Communities large and small all want and need a number of services for their citizens. Good schools, of course, are high on the list. But somewhere on that same list would be a local post office. The future of rural post offices however is clearly in jeopardy. And the potential impact of eliminating several rural post offices has a number of people concerned. We should be concerned as well.
Postal officials meeting in St. Louis last week discussed the future of rural post offices. Paint it anyway you want, the future is murky at best.
A federal commission last year proposed changes that would make it easier for the postal service to eliminate or reduce the number of rural post offices. Given the financial position of the postal service, the move was inevitable. First-class mail, for example, makes up 55 per cent of the total postal service revenue. Because of internet bill-paying capabilities, the number of first class mailings is expected to decline by two billion pieces this year alone.

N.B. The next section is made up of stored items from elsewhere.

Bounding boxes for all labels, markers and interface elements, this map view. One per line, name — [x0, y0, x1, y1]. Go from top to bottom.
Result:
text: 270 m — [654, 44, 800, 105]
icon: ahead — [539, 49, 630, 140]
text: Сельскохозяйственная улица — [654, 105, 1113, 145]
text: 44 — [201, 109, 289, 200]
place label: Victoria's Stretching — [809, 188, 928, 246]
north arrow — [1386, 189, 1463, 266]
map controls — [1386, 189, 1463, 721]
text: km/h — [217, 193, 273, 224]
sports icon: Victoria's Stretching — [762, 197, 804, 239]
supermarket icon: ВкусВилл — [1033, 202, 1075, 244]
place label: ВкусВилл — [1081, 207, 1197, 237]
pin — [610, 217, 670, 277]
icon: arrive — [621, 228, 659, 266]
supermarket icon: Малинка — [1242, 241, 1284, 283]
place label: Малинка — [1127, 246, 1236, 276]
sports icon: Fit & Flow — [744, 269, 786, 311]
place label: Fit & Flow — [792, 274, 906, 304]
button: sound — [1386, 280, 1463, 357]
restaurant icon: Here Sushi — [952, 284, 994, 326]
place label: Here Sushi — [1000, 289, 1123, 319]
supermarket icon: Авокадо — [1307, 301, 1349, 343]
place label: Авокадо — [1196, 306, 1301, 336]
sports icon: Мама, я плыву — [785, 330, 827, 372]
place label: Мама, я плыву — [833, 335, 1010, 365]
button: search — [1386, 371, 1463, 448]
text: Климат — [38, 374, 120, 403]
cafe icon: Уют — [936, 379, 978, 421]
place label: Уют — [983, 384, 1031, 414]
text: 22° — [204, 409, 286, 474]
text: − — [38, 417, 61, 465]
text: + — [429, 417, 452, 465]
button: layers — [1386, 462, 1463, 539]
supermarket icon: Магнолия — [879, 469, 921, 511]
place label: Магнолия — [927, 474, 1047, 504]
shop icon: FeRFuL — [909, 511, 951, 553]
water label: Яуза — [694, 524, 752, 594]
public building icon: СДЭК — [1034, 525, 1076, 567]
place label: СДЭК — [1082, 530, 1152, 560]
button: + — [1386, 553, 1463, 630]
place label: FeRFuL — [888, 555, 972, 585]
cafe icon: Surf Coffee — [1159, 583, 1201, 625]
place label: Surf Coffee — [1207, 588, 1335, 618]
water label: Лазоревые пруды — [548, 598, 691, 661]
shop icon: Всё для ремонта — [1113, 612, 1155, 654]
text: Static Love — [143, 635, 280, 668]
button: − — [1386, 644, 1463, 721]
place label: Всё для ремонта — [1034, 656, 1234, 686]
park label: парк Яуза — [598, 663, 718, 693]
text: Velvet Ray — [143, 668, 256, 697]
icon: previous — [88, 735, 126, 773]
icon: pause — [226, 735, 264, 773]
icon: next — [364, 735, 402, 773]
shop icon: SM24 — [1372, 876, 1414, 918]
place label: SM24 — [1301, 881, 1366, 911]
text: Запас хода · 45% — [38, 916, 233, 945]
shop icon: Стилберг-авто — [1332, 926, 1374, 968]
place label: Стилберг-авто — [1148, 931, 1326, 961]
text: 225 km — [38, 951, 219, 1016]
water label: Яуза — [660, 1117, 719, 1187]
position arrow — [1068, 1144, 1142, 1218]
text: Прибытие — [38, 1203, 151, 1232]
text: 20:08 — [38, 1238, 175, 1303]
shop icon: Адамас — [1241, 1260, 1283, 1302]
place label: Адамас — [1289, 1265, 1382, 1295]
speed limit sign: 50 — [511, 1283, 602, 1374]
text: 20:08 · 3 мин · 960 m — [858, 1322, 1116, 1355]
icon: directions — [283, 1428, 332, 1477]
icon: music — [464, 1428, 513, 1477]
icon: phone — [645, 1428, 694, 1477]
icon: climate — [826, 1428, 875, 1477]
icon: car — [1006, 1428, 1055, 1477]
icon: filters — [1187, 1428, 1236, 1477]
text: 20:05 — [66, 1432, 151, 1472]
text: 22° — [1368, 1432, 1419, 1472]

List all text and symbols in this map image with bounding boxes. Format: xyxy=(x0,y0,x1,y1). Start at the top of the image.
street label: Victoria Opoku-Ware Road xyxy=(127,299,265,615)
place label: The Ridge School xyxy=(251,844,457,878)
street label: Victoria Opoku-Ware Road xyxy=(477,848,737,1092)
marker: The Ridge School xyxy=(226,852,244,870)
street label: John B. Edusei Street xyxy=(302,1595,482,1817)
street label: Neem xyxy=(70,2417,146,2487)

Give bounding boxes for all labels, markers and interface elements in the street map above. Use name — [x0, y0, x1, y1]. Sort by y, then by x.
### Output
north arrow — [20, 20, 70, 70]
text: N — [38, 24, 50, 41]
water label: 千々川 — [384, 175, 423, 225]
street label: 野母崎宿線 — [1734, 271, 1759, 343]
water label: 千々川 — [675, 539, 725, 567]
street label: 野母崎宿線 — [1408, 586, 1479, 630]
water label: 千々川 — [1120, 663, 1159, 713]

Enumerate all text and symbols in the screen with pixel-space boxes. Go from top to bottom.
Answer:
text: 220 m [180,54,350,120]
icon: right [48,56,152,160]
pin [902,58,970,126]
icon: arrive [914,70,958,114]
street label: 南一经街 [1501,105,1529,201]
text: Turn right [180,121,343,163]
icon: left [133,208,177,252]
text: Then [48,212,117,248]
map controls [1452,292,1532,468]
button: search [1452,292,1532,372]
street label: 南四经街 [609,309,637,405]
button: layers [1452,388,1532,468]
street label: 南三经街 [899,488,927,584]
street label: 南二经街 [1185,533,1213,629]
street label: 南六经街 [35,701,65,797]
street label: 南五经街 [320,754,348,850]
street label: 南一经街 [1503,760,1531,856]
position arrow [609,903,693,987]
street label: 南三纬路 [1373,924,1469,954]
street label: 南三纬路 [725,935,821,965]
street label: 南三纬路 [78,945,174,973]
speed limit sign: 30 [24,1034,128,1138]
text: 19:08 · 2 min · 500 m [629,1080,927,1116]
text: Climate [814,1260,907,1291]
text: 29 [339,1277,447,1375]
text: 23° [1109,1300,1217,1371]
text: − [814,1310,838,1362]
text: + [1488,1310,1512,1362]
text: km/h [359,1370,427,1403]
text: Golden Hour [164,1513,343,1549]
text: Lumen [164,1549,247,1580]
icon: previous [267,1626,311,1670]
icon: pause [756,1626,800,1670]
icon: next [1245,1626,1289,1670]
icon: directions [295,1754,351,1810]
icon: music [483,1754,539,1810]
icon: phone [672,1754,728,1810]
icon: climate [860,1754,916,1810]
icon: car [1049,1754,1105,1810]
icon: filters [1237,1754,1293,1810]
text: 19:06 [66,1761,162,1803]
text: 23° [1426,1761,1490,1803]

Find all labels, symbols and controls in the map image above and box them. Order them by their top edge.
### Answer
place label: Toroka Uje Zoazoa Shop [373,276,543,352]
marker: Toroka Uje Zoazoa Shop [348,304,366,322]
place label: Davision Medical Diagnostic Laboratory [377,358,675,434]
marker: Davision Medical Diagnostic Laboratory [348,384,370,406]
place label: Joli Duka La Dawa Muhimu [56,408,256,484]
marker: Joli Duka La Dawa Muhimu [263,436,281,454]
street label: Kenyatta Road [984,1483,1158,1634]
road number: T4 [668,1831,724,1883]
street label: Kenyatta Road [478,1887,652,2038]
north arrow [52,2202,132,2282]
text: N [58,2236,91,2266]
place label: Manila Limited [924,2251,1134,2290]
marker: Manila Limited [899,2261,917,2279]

In business a decline of this magnitude spells changes. And when it comes to cost-savings, the postal service is looking at the elimination of several rural post offices. Of the 27,000 post offices in the country, 62 per cent are rural. Just do the math.
We value the availability of a local post office. Like most of you, we would hate to see our local service shifted to some urban area for a number of reasons. Yet we try to read the writing on the wall and eventually, as technology changes and improves, the day of the rural postal center may well be numbered.
Officials in St. Louis were quick to point out that no closings are scheduled now or in the near future. But when the discussion falls on money, as it always does, the option of reducing rural offices becomes are increasingly strong choice.
Someday I'd be willing to bet that Sikeston and several surrounding towns will be fighting this battle to retain our local facility. We'd better get ready because that battle, I believe, is truly inevitable.